-- EXERCISE AIM --
Return the lines below exactly as they appear, please, starting with the first and ending with the one that contains "0 2.5px,transparent 0".

Saved data entries:

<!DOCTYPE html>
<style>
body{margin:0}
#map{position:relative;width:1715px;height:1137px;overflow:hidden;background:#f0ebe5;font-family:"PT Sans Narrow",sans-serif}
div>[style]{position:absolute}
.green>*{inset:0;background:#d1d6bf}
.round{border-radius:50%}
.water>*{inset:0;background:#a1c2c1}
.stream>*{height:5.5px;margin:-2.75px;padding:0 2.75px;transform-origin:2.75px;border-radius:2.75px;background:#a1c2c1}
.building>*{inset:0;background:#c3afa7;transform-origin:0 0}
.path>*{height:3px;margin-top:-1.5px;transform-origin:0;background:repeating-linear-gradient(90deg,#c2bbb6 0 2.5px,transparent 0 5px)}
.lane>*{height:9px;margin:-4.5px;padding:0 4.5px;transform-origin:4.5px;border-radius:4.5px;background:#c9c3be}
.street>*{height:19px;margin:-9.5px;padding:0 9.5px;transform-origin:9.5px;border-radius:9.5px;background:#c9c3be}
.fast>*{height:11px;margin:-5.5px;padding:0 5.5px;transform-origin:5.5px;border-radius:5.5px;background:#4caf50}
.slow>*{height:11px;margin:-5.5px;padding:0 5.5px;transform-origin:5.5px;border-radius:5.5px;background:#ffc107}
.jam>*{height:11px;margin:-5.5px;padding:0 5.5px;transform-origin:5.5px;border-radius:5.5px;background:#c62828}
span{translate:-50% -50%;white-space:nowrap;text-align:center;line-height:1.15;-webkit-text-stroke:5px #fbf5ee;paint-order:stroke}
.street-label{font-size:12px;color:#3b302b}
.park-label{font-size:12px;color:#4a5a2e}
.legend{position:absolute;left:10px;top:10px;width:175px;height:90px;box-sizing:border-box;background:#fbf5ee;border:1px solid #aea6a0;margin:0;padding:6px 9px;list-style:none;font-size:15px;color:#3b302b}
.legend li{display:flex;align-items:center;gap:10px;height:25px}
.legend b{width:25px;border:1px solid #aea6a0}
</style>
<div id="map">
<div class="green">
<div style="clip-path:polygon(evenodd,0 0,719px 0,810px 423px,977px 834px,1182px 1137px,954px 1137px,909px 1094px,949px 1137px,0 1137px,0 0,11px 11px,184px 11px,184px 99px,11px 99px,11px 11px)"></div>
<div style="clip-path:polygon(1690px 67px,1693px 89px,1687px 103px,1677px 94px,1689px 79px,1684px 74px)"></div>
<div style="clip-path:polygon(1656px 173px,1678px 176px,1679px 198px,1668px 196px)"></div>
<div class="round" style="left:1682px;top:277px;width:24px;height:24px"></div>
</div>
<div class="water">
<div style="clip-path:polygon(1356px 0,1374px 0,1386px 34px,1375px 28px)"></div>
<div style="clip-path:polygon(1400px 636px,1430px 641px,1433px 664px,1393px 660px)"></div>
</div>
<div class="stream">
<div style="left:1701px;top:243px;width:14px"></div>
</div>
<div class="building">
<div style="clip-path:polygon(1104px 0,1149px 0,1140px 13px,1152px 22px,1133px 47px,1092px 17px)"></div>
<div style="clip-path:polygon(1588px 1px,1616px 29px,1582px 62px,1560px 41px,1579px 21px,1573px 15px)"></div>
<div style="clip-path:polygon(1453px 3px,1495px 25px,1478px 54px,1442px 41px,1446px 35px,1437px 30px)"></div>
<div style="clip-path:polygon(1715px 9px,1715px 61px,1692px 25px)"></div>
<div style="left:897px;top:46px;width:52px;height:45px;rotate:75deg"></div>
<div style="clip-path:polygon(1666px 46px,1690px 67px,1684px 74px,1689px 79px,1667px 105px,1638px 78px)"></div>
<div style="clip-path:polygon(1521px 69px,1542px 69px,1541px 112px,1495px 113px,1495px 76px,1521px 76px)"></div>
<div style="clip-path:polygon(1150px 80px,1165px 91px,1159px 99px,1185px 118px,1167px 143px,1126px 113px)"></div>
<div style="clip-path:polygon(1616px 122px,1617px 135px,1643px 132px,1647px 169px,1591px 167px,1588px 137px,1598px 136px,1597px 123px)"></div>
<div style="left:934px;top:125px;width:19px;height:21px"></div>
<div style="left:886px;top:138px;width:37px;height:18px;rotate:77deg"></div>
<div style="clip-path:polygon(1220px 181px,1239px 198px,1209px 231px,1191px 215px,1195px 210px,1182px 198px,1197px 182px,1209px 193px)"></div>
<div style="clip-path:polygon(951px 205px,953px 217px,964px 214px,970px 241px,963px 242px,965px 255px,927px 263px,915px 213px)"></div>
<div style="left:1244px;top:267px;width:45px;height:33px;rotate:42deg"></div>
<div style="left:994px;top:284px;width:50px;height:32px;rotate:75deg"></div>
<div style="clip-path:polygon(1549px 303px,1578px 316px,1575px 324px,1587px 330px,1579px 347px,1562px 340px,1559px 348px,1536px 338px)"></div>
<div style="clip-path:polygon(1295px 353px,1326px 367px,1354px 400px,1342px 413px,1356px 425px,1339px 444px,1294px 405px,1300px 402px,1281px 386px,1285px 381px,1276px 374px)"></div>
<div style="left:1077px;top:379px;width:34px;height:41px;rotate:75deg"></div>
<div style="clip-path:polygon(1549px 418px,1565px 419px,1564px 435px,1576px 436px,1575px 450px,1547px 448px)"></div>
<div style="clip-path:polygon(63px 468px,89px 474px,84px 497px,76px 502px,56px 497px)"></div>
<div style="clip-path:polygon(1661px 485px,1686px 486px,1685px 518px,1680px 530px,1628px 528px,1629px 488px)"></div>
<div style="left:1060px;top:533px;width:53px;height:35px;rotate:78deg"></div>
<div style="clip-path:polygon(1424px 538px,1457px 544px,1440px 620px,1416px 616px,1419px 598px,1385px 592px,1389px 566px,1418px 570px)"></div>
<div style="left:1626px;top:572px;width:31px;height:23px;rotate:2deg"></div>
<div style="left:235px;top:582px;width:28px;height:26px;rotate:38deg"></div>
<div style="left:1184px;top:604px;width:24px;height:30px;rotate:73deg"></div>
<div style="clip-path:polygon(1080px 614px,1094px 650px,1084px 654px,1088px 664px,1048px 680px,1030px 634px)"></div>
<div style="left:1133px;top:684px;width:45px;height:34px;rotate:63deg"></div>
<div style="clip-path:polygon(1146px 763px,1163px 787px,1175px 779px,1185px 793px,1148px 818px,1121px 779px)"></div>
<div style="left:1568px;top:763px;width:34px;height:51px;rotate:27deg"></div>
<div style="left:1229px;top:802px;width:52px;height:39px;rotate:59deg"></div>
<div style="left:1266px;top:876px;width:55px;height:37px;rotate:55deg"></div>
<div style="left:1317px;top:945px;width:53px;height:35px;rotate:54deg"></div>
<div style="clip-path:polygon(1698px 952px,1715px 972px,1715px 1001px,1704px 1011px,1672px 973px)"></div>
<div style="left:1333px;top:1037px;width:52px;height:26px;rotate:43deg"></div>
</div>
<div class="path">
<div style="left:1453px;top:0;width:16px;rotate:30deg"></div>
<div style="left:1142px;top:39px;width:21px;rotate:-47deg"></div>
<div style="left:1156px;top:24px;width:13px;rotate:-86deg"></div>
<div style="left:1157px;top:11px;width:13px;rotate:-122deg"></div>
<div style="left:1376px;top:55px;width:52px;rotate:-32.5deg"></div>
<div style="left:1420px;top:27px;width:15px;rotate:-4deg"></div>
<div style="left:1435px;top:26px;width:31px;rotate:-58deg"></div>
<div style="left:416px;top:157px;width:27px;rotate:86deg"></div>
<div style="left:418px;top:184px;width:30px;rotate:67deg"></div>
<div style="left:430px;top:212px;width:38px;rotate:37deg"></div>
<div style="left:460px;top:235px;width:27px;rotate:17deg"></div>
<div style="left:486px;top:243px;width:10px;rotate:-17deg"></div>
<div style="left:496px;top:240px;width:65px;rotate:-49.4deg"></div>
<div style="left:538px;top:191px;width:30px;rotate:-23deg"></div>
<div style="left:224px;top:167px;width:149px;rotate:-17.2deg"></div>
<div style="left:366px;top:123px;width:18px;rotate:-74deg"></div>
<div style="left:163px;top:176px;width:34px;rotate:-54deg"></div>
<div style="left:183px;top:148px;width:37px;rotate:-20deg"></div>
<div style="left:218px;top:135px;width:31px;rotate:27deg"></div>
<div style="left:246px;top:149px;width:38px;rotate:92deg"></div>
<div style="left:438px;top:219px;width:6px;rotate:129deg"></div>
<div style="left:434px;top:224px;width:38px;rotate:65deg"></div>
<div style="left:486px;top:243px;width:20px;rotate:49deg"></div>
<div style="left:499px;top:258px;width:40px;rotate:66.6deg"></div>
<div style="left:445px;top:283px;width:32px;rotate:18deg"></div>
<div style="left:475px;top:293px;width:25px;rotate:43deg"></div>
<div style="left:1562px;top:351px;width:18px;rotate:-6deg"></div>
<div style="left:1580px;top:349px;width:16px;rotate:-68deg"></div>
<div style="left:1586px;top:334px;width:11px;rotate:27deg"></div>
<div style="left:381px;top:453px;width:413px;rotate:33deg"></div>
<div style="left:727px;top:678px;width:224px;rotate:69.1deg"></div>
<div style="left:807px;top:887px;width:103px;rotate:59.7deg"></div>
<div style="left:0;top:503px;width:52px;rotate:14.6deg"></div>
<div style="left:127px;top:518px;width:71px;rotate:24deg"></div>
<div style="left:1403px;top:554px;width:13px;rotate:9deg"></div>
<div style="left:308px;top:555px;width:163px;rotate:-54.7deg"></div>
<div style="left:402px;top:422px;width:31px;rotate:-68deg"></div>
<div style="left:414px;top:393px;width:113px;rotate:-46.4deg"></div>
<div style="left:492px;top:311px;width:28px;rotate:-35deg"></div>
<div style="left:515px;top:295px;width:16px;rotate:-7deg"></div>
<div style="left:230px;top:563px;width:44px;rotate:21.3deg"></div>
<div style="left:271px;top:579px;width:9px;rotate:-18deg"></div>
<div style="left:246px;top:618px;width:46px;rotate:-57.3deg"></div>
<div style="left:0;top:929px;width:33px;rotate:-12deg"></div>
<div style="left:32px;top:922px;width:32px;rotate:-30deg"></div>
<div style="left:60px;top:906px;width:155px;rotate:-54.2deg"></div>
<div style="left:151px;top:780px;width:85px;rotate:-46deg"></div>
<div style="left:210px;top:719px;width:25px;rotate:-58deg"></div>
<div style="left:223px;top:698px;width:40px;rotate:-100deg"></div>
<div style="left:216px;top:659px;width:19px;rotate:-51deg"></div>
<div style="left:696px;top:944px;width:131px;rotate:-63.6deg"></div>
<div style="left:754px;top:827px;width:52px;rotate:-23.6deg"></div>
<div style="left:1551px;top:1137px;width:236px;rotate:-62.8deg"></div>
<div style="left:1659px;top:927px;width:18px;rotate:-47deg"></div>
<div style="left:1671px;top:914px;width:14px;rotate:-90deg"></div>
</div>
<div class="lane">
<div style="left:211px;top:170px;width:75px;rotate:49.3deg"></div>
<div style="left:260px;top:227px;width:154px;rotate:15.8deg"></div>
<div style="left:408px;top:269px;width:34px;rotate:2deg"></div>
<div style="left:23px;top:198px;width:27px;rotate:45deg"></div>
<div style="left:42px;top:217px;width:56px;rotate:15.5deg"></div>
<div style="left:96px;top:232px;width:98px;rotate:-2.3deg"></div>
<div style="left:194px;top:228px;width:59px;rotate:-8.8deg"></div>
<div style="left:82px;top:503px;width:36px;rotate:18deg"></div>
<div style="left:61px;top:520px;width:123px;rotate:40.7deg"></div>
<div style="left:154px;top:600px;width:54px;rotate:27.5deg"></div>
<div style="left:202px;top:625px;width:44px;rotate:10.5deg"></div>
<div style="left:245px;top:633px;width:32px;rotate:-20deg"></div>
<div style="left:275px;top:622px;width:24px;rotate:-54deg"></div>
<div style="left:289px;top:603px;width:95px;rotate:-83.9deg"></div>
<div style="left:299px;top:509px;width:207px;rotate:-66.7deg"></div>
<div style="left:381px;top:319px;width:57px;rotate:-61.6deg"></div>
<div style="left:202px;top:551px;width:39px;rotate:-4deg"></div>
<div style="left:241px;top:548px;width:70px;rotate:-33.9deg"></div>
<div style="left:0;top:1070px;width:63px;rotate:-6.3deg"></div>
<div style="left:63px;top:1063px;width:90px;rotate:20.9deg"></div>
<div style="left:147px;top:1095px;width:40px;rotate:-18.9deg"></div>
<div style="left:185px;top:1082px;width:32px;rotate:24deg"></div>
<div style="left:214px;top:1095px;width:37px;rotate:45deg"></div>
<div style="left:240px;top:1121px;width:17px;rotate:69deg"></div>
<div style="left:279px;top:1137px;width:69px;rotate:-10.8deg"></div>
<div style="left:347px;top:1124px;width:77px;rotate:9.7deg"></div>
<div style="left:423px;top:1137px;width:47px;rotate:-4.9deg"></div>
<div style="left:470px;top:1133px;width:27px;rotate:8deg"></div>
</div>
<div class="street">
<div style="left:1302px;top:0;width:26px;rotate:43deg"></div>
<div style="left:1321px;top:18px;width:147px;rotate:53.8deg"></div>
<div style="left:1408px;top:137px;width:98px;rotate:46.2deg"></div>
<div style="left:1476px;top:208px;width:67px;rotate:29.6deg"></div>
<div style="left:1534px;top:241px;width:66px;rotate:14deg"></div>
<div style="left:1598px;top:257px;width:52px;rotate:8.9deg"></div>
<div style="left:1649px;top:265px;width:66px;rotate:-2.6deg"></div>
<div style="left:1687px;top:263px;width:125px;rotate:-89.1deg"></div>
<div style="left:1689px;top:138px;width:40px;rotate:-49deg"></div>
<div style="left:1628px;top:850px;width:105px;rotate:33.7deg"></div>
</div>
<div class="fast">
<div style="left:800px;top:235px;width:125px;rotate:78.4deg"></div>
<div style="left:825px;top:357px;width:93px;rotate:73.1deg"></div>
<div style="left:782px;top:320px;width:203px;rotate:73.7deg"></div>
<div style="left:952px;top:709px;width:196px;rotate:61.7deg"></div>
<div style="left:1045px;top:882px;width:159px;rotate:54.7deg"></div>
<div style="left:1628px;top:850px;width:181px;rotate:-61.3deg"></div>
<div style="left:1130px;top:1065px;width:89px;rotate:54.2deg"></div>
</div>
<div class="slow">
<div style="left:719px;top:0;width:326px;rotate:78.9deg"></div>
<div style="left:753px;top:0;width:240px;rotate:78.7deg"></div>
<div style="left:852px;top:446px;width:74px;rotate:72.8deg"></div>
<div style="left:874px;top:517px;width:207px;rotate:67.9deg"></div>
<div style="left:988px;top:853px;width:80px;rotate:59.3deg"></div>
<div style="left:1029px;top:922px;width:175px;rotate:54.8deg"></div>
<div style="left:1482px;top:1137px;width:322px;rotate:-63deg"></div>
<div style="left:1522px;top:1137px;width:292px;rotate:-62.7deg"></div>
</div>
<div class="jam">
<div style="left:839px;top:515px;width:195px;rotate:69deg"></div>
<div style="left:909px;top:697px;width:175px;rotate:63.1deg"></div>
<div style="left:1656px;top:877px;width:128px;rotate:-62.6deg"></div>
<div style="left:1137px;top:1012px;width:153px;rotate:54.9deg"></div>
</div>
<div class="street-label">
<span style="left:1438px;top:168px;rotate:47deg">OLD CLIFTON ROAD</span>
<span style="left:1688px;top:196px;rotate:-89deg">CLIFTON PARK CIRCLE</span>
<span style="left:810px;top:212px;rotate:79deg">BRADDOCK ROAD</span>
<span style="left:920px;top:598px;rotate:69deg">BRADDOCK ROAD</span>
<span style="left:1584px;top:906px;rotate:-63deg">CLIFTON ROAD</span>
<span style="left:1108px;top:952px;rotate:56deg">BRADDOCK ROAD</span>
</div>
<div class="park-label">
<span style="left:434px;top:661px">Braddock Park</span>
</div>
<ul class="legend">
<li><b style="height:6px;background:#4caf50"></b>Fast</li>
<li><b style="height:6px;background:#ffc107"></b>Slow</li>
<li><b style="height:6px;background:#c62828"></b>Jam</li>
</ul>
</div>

-- SOLUTION BELOW --
<!DOCTYPE html>
<style>
body{margin:0}
#map{position:relative;width:1715px;height:1137px;overflow:hidden;background:#f0ebe5;font-family:"PT Sans Narrow",sans-serif}
div>[style]{position:absolute}
.green>*{inset:0;background:#d1d6bf}
.round{border-radius:50%}
.water>*{inset:0;background:#a1c2c1}
.stream>*{height:5.5px;margin:-2.75px;padding:0 2.75px;transform-origin:2.75px;border-radius:2.75px;background:#a1c2c1}
.building>*{inset:0;background:#c3afa7;transform-origin:0 0}
.path>*{height:3px;margin-top:-1.5px;transform-origin:0;background:repeating-linear-gradient(90deg,#c2bbb6 0 2.5px,transparent 0 5px)}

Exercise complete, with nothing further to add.